======== EXERCISE INPUTS
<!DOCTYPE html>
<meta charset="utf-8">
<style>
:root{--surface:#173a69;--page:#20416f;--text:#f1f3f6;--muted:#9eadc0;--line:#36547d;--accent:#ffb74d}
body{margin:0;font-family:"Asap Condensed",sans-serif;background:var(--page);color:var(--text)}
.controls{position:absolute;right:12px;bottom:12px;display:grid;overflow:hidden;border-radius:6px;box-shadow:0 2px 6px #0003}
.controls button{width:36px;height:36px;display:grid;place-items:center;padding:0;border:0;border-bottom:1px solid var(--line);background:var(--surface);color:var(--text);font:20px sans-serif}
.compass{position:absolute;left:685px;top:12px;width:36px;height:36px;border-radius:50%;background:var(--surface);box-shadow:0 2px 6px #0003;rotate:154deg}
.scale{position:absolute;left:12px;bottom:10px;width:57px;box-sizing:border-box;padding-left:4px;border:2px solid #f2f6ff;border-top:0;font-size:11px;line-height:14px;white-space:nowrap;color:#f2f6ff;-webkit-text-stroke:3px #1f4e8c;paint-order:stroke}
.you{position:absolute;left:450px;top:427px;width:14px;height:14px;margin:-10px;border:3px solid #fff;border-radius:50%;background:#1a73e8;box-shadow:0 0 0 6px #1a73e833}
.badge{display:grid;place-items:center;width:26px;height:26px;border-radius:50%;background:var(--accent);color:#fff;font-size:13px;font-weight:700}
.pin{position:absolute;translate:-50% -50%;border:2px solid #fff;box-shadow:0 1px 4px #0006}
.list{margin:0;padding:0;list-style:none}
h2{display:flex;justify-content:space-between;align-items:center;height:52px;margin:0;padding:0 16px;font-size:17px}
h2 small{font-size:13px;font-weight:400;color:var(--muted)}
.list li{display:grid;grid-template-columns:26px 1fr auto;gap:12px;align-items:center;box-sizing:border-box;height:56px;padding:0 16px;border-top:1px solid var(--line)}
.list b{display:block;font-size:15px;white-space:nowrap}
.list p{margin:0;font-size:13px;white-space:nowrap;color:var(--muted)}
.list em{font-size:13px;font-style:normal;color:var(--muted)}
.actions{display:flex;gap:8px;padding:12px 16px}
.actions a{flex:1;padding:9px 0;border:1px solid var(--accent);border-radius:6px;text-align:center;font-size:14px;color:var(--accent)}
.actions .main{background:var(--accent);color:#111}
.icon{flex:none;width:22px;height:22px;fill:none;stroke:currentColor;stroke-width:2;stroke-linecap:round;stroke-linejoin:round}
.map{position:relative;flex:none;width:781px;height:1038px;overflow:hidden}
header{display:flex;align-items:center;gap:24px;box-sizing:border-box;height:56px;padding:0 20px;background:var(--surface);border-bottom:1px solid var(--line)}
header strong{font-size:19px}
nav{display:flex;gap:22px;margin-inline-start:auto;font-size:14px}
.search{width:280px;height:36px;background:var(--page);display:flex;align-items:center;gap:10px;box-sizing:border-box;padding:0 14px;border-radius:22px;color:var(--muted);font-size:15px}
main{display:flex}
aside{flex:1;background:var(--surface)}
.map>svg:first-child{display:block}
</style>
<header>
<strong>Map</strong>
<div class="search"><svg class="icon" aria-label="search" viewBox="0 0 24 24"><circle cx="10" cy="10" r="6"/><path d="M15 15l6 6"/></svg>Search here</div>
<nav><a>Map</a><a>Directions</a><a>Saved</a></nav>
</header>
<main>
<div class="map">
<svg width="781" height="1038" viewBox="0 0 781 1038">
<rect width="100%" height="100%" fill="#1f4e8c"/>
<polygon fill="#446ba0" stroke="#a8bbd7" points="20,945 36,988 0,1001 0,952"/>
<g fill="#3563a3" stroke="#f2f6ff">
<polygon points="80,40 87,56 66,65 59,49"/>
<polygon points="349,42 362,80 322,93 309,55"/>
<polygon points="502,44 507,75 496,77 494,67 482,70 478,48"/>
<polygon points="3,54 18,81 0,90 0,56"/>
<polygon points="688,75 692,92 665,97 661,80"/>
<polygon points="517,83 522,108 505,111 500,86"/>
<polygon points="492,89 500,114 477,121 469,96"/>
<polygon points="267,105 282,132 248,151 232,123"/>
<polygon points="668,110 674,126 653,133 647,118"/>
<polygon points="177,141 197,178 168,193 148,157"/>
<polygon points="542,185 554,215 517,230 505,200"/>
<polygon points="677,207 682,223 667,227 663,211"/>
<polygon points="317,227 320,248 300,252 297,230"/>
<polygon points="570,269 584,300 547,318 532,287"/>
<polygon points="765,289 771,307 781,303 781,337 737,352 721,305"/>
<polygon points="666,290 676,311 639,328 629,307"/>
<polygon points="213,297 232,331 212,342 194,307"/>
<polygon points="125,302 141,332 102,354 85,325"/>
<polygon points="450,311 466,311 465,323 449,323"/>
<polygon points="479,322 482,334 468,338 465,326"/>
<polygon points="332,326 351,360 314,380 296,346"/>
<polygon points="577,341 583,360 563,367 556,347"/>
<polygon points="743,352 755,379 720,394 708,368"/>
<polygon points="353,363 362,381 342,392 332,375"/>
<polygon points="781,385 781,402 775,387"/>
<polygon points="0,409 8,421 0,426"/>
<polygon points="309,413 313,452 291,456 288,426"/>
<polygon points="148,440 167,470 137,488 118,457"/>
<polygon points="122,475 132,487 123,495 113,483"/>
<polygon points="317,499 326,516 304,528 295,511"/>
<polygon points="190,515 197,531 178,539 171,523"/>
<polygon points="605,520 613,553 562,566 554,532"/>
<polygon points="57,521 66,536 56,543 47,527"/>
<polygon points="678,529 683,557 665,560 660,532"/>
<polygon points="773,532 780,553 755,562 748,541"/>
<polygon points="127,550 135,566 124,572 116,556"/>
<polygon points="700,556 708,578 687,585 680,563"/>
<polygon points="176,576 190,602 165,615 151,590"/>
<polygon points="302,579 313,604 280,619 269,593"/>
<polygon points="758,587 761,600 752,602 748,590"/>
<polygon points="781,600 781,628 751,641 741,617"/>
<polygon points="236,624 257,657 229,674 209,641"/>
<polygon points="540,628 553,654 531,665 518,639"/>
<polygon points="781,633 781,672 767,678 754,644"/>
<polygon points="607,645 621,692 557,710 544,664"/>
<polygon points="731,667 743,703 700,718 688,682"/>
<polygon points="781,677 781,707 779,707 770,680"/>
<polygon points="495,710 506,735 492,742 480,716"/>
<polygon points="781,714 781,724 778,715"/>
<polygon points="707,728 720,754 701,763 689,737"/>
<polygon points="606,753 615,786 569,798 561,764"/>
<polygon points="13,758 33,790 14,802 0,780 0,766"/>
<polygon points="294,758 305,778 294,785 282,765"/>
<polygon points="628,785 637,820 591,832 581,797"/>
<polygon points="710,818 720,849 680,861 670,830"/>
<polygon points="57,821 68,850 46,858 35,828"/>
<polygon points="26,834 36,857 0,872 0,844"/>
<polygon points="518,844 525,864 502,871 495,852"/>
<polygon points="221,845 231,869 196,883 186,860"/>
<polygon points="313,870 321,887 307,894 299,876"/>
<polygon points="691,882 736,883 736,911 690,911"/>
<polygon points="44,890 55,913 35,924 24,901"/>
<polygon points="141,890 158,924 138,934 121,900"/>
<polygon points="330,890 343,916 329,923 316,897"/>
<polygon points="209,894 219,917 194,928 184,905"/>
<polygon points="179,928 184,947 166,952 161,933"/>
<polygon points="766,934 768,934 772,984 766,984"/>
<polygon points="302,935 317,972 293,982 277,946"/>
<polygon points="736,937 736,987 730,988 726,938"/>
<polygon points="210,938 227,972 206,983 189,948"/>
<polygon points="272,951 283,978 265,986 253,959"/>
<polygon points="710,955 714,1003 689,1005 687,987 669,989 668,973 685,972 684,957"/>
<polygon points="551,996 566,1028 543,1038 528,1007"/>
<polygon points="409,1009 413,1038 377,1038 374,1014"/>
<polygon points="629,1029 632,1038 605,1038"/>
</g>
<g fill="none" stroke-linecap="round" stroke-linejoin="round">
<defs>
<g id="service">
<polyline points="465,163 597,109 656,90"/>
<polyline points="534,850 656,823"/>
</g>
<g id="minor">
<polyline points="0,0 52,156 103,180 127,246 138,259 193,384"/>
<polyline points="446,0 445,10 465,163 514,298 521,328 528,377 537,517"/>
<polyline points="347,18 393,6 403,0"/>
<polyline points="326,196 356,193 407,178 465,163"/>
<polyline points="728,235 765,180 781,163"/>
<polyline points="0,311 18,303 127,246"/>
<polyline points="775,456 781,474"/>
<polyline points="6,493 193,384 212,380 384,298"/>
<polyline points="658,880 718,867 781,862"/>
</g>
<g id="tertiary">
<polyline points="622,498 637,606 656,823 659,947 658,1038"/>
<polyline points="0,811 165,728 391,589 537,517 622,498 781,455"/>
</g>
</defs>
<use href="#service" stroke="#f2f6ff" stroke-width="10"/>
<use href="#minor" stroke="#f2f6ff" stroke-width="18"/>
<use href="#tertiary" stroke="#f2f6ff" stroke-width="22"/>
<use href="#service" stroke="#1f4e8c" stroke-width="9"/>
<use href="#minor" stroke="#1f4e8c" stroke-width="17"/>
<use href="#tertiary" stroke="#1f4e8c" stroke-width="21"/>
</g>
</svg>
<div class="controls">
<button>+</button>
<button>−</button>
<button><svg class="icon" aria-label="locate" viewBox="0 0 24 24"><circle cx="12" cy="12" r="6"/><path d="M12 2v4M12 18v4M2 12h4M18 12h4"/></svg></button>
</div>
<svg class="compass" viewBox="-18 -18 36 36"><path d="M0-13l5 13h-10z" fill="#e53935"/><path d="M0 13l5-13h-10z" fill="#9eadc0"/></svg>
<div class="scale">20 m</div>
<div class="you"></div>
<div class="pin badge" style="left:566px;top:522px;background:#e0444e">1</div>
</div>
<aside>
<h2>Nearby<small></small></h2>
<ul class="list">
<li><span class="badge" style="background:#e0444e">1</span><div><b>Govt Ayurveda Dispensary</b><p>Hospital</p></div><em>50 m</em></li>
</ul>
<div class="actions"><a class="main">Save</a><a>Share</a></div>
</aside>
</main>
================
--- WHAT IS REQUIRED ---
In the entries above, restate word for word the lines between the one holding "52,156 103,180 127,246" and the one holding "<button>+</button>", inclusive, and nothing besides.

--- FINISHED EXERCISE ---
<polyline points="0,0 52,156 103,180 127,246 138,259 193,384"/>
<polyline points="446,0 445,10 465,163 514,298 521,328 528,377 537,517"/>
<polyline points="347,18 393,6 403,0"/>
<polyline points="326,196 356,193 407,178 465,163"/>
<polyline points="728,235 765,180 781,163"/>
<polyline points="0,311 18,303 127,246"/>
<polyline points="775,456 781,474"/>
<polyline points="6,493 193,384 212,380 384,298"/>
<polyline points="658,880 718,867 781,862"/>
</g>
<g id="tertiary">
<polyline points="622,498 637,606 656,823 659,947 658,1038"/>
<polyline points="0,811 165,728 391,589 537,517 622,498 781,455"/>
</g>
</defs>
<use href="#service" stroke="#f2f6ff" stroke-width="10"/>
<use href="#minor" stroke="#f2f6ff" stroke-width="18"/>
<use href="#tertiary" stroke="#f2f6ff" stroke-width="22"/>
<use href="#service" stroke="#1f4e8c" stroke-width="9"/>
<use href="#minor" stroke="#1f4e8c" stroke-width="17"/>
<use href="#tertiary" stroke="#1f4e8c" stroke-width="21"/>
</g>
</svg>
<div class="controls">
<button>+</button>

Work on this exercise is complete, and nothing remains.